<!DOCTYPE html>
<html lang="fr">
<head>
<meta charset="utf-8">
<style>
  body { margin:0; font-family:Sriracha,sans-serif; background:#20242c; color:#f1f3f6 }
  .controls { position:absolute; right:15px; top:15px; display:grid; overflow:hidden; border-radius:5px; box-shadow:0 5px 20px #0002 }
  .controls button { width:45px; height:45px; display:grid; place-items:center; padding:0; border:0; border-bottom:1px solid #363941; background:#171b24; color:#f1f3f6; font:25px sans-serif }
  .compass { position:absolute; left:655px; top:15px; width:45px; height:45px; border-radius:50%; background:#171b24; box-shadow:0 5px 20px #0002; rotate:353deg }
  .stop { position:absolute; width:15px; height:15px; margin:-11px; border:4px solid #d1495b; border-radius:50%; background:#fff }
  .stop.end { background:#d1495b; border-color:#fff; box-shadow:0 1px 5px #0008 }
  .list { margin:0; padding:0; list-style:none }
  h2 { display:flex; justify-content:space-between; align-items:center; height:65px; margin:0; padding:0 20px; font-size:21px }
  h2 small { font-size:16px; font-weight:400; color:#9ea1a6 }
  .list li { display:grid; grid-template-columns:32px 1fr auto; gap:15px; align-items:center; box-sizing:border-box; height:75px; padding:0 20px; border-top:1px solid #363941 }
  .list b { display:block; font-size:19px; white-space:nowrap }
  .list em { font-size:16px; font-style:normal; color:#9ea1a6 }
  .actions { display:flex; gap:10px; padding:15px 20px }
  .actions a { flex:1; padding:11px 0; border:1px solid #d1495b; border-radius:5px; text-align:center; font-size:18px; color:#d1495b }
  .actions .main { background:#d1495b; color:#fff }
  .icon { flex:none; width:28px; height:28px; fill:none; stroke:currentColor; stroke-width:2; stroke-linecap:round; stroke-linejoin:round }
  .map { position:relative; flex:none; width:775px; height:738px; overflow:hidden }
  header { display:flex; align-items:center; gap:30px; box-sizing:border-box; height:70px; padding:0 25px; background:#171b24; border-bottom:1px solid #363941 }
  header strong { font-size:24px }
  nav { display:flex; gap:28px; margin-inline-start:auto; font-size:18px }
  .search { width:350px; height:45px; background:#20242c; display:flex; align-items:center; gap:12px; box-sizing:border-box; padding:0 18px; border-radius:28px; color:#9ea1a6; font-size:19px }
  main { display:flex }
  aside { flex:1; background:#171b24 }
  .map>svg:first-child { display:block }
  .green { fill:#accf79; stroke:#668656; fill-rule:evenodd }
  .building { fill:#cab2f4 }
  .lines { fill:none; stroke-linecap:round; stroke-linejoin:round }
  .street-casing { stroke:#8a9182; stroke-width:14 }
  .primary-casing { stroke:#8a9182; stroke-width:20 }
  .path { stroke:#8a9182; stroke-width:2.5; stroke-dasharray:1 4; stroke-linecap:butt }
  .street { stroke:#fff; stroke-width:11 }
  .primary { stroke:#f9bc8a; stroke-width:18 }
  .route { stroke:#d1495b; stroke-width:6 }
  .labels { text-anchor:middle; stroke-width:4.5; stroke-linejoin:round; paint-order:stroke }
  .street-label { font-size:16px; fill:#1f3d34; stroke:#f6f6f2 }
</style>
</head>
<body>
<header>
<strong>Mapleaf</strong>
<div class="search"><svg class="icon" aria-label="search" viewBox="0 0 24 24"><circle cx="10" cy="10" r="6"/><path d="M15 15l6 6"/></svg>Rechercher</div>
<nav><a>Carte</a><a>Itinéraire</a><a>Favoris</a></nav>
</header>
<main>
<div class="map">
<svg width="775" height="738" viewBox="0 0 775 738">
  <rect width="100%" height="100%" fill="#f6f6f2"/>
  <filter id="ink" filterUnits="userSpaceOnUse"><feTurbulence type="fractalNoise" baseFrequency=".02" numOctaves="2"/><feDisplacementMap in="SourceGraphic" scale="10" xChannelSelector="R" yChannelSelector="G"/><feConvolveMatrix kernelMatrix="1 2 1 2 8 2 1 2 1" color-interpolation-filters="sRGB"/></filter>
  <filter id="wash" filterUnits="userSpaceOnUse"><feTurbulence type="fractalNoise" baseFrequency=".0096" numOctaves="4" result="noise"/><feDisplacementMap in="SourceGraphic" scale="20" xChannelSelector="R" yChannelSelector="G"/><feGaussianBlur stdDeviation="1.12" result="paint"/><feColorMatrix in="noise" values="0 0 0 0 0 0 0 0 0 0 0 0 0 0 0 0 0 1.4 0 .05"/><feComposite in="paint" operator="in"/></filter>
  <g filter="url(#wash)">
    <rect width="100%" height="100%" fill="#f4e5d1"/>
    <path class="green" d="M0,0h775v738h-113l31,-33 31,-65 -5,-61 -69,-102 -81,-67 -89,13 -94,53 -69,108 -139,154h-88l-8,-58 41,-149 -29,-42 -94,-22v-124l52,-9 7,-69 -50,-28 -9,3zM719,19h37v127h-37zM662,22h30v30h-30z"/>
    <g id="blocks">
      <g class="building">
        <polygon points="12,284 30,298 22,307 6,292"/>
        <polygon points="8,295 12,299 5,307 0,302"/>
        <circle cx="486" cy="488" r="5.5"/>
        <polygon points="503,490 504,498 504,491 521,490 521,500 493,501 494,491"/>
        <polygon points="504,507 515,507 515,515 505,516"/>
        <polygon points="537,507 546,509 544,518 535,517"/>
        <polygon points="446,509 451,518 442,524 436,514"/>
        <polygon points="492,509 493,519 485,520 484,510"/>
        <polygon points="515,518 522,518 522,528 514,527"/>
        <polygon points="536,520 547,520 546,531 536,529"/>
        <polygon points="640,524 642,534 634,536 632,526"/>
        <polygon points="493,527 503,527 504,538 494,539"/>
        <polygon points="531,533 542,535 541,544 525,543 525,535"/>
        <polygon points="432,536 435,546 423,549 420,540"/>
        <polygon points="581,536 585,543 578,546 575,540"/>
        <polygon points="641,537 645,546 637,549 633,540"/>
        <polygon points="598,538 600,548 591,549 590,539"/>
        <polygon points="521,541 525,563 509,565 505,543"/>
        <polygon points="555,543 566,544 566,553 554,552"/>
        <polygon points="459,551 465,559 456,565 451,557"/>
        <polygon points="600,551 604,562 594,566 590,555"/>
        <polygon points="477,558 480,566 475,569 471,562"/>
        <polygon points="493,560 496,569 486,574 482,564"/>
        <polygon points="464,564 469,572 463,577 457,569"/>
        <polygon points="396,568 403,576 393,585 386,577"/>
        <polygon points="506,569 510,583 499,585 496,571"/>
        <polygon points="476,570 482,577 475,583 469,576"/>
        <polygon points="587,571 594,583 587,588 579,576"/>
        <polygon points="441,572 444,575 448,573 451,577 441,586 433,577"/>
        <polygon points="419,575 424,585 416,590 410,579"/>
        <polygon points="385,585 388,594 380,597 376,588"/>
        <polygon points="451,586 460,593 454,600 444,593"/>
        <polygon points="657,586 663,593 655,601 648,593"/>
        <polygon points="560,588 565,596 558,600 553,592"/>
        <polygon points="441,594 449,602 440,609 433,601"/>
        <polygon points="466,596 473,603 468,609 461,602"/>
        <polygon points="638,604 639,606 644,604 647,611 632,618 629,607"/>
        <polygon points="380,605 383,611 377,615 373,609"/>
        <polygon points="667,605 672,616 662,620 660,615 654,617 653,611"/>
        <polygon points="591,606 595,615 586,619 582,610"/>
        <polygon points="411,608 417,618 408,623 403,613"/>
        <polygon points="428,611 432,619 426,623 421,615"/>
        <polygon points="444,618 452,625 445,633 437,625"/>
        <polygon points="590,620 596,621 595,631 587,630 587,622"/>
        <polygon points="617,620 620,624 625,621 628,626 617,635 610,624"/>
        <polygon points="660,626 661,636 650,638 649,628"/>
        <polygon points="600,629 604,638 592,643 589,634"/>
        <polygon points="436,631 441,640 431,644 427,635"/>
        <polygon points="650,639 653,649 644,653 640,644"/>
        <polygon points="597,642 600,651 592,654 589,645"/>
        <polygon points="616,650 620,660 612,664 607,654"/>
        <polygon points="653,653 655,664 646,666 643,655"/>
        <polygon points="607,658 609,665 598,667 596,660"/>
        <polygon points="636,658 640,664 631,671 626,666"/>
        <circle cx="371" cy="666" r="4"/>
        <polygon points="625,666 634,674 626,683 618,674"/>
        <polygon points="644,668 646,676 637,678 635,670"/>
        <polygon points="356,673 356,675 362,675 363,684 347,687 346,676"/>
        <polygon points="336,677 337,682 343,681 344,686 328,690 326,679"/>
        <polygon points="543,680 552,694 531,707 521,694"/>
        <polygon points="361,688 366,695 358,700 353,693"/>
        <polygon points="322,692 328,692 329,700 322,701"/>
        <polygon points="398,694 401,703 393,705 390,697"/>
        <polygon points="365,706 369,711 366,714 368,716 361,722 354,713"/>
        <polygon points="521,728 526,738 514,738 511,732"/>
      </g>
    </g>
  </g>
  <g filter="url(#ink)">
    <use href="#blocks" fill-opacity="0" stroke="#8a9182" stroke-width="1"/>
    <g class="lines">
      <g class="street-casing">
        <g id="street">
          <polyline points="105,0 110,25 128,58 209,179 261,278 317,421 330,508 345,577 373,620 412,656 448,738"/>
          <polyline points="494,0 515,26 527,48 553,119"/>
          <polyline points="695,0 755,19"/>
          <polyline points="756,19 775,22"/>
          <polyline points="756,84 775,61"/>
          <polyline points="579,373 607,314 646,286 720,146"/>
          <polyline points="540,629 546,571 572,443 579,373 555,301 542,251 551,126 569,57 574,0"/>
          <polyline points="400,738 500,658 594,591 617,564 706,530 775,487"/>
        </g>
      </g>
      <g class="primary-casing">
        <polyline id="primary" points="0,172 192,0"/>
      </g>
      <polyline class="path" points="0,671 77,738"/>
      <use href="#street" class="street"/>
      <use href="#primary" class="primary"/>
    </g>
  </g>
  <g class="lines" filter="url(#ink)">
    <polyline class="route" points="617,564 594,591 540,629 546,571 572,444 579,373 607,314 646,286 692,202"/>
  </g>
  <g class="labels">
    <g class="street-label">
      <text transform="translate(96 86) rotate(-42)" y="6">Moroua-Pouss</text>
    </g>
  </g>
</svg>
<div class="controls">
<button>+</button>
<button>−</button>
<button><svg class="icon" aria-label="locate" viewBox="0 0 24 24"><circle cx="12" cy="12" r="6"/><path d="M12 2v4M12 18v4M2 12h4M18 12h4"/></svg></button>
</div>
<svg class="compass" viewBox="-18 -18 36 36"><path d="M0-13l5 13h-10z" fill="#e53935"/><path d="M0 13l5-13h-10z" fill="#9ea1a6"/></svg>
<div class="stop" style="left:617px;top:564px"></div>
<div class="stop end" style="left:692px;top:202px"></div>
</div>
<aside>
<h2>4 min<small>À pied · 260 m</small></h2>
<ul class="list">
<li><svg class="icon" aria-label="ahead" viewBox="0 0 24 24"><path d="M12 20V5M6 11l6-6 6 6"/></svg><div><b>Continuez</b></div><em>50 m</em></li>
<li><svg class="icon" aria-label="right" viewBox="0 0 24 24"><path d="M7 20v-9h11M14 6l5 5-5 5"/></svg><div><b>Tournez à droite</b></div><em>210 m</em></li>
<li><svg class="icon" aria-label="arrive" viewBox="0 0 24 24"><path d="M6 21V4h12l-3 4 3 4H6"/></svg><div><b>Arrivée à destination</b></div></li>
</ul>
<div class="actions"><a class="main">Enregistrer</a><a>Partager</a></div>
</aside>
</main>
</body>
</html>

________________________

### ASSIGNMENT
Once the line with "flex:none; width:28px; height:28px;" is found in the records above, print exactly that line and every line after it through the line with "position:relative; flex:none; width:775px;".

### RESPONSE AREA
  .icon { flex:none; width:28px; height:28px; fill:none; stroke:currentColor; stroke-width:2; stroke-linecap:round; stroke-linejoin:round }
  .map { position:relative; flex:none; width:775px; height:738px; overflow:hidden }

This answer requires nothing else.